Exercise: Each line that includes "rotate" must be copied from the records.

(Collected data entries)
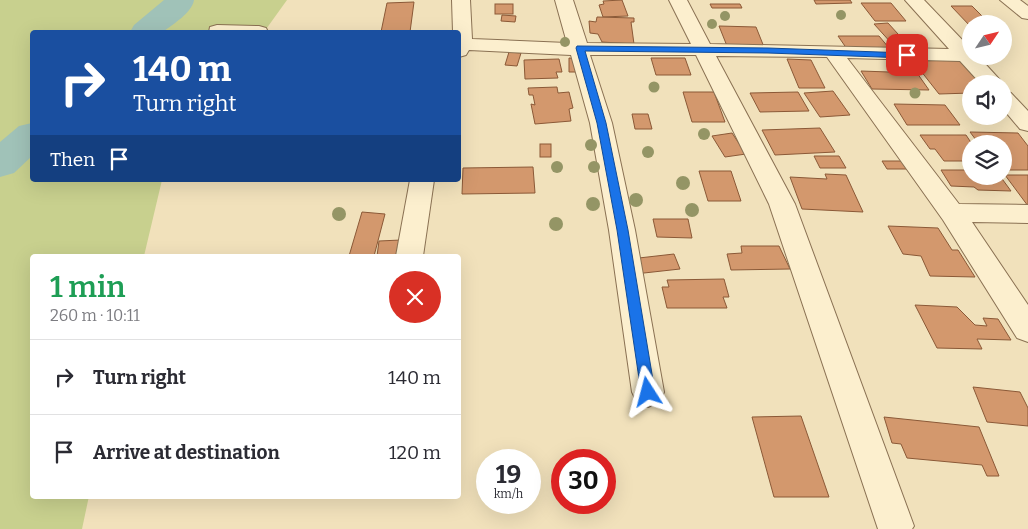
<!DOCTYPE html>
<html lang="en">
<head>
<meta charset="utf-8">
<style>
  body { margin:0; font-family:Bitter,serif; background:#f7f7f7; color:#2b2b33; height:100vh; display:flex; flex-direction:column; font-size:19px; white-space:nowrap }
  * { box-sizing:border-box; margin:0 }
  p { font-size:16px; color:#7c7c81 }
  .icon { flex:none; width:28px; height:28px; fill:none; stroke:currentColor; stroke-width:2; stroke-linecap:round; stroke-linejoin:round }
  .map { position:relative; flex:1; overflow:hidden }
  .sheet { position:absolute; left:30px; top:254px; width:431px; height:245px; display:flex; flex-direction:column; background:#fff; border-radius:5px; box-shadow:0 5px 20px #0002 }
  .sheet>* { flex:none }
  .guide { position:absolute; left:30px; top:30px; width:431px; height:152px; border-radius:5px; box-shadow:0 5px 20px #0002; background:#1a4fa0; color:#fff; overflow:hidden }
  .needle { width:32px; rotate:55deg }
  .tools { position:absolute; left:962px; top:15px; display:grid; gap:10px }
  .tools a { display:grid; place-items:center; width:50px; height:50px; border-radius:50%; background:#fff; box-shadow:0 5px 20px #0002; font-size:25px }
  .speed { position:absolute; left:476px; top:449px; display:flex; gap:10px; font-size:25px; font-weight:700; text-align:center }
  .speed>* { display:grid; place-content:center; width:65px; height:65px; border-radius:50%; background:#fff; box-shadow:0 5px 20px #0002; line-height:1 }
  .speed small { font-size:12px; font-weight:400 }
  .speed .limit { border:8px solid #d22; background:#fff; color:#111 }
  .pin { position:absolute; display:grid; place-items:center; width:42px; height:42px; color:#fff; margin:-21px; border-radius:10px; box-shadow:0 2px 8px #0006 }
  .me { position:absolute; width:55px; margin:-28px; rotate:351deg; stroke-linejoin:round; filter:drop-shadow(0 0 4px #0008) }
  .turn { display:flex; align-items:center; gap:18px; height:105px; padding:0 20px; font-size:22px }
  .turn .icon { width:65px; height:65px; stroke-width:2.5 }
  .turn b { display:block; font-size:35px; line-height:42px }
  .then { display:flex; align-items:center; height:48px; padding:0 20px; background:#0003; gap:10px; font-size:19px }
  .round { display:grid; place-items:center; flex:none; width:52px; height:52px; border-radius:26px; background:#f7f7f7 }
  .summary { display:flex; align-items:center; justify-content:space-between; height:85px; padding:0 20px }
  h1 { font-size:30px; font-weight:600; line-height:38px; color:#1e9e55 }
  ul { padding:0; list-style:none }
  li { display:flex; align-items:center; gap:15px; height:75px; padding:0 20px; border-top:1px solid #e1e1e2 }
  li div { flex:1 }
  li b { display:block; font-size:19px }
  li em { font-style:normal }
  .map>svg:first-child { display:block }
  .green { fill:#c8d08e }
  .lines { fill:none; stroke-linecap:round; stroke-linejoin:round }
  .river { fill:#a0c2b8; fill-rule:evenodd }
  .building { fill:#d3986d; stroke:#8b5937 }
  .street-casing { stroke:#8a7153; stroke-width:2 }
  .street { fill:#fcefce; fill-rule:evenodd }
  .tree { fill:#949565 }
  .route { fill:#1a73e8; stroke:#114b97 }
</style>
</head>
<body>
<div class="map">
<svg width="1028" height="529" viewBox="0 0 1028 529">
  <rect width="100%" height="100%" fill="#f1e1bb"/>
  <polygon class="green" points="0,0 287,0 264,32 32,32 32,180 162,180 144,256 32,256 32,496 89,496 82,529 0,529"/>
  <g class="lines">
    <g class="river">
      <path d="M164 0H194C192 13 173 24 163 32H130L134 25Z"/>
      <polygon points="32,123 32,156 14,173 0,177 0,142 19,126"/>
    </g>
  </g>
  <g class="building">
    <polygon points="622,0 628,16 603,17 599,5 604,4 603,1"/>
    <polygon points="814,0 850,0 852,3 816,4"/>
    <polygon points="414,2 410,32 381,32 387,3"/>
    <polygon points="861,3 891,3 906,21 875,21"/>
    <rect x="495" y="4" width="18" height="10"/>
    <polygon points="710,4 740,4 742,8 712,8"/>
    <polygon points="951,6 972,6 990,24 971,24 971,27"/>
    <polygon points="502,15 516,16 515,22 501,21"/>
    <polygon points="597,17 634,18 634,22 631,22 634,44 602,42 598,34 590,33 589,21 596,22"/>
    <polygon points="888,23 908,45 893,45 874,24"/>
    <polygon points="719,26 756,27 764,47 727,46"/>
    <polygon points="838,36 879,36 889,48 847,49"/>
    <polygon points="509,52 521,53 517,66 505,65"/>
    <polygon points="569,58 579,59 581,72 569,72"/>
    <polygon points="651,58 685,58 691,75 656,75"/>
    <polygon points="559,59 562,72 556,72 558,78 525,79 524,60"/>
    <polygon points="787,59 811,60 825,88 799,88"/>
    <polygon points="960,60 981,84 971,84 971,93 939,94 913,61"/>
    <polygon points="861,71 917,73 929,90 872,89"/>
    <polygon points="557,87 558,93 569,92 573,108 569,109 571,121 535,124 531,104 535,105 533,95 529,95 528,88"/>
    <polygon points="833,91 850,115 820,117 804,93"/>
    <polygon points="683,92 714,92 725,122 692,122"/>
    <polygon points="798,92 809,111 760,112 750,93"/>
    <polygon points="894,104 945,105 960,125 907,125"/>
    <polygon points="632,114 648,114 652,129 635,129"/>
    <polygon points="820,128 835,152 775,155 762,130"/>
    <polygon points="970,132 1018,133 1028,146 1028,170 1004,170 1004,144 979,144"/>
    <polygon points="732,133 746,154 725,157 712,136"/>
    <polygon points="920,135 966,135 972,144 971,161 944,161 935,149 930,149"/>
    <rect x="540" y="144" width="11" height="13"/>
    <polygon points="814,156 839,156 846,168 820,168"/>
    <polygon points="882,161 904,161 909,169 887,169"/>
    <polygon points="533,167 535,193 462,194 463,168"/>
    <polygon points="941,170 971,170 971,176 1000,176 1011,191 978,190 974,187 951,186"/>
    <polygon points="699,171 731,171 741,201 708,201"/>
    <polygon points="825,174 846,175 863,212 802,209 790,177 827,179"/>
    <polygon points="1005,175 1028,175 1028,206"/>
    <polygon points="362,212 385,214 374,256 349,256"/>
    <polygon points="653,219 688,219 692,238 657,237"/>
    <polygon points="888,226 938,228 952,250 958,250 975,277 930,276 921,256 903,254"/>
    <polygon points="401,240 399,256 377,256 379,241"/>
    <polygon points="741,246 779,246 790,269 731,270 727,254 742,253"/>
    <polygon points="674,254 680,269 635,274 630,259"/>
    <polygon points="724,279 729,297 723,297 727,308 667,308 662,287 669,287 667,280"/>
    <polygon points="915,305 957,307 975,325 987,326 983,318 998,319 1011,340 977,339 982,349 937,348"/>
    <polygon points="973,387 1020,392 1028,408 1028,426 987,422"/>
    <polygon points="801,416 829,497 774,497 752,417"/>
    <polygon points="884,417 979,427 999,476 987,476 982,465 907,458 901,444 892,443"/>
  </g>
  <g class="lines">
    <g class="street-casing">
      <g id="street">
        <polygon points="452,0 470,0 472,39 567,43 555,0 573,0 587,43 691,44 669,0 687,0 710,44 949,49 905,0 924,0 971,49 971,56 978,56 1000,80 1003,84 981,84 960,61 847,58 959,204 1028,205 1028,223 972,222 1028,305 1028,342 1017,338 943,220 827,57 716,56 795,204 914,526 912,529 878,529 769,204 696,55 590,55 612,123 635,230 664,392 659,402 648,407 637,402 632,392 609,230 590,123 571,55 469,50 466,55 459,57 459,32 453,32"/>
        <polygon points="1000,0 1020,0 1028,6 1028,19 1022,18"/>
        <polygon points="217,25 259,26 266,28 268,32 209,32 210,27"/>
        <polygon points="1004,91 1011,93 1028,111 1028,131 1020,129 1004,110"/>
        <polygon points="410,180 434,180 423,256 396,256"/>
      </g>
    </g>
    <use href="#street" class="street"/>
  </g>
  <g class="tree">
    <circle cx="841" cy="15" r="5"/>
    <circle cx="725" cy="16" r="5"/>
    <circle cx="712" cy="24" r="5"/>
    <circle cx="565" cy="42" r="5"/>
    <circle cx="654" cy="87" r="5.5"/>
    <circle cx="915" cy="93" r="5.5"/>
    <circle cx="704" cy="134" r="6"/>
    <circle cx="591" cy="145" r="6"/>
    <circle cx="648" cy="152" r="6"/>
    <circle cx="557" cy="167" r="6"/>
    <circle cx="594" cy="167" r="6"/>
    <circle cx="683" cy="183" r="7"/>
    <circle cx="636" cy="200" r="7"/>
    <circle cx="593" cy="204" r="7"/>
    <circle cx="692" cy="210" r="7"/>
    <circle cx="339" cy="214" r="7"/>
    <circle cx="556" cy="224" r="7"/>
  </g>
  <polygon class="route" points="577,46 768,48 907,53 911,55 907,58 768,53 585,51 606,123 628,230 655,392 653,396 648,398 643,396 641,392 617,230 597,123 576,48"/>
</svg>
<div class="tools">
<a><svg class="needle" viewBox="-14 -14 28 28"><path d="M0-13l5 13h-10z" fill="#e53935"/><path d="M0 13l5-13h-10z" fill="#7c7c81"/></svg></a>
<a><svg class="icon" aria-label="sound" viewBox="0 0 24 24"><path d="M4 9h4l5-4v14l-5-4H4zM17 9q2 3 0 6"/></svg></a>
<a><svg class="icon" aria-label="layers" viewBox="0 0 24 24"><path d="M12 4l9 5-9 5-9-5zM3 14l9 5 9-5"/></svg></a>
</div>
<div class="speed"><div>19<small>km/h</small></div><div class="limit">30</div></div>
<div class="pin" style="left:907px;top:55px;background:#d93025"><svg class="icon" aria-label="arrive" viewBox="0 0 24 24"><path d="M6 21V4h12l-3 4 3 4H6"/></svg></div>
<svg class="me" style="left:648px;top:392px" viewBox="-20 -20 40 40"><path d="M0-17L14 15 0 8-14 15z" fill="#1a73e8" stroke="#fff" stroke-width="4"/></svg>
<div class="guide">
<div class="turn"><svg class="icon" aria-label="right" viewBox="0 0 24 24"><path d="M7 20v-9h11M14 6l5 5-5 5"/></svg><div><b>140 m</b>Turn right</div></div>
<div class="then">Then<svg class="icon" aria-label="arrive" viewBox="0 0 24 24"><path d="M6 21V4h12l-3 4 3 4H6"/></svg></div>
</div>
<section class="sheet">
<div class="summary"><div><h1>1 min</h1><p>260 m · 10:11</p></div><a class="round" style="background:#d93025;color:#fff"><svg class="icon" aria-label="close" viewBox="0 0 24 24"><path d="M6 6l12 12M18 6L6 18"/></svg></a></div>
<ul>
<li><svg class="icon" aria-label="right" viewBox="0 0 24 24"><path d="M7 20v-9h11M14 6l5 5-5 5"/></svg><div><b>Turn right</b></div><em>140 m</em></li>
<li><svg class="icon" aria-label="arrive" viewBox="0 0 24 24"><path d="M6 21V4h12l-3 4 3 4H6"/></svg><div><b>Arrive at destination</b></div><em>120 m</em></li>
</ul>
</section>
</div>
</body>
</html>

Your response:
  .needle { width:32px; rotate:55deg }
  .me { position:absolute; width:55px; margin:-28px; rotate:351deg; stroke-linejoin:round; filter:drop-shadow(0 0 4px #0008) }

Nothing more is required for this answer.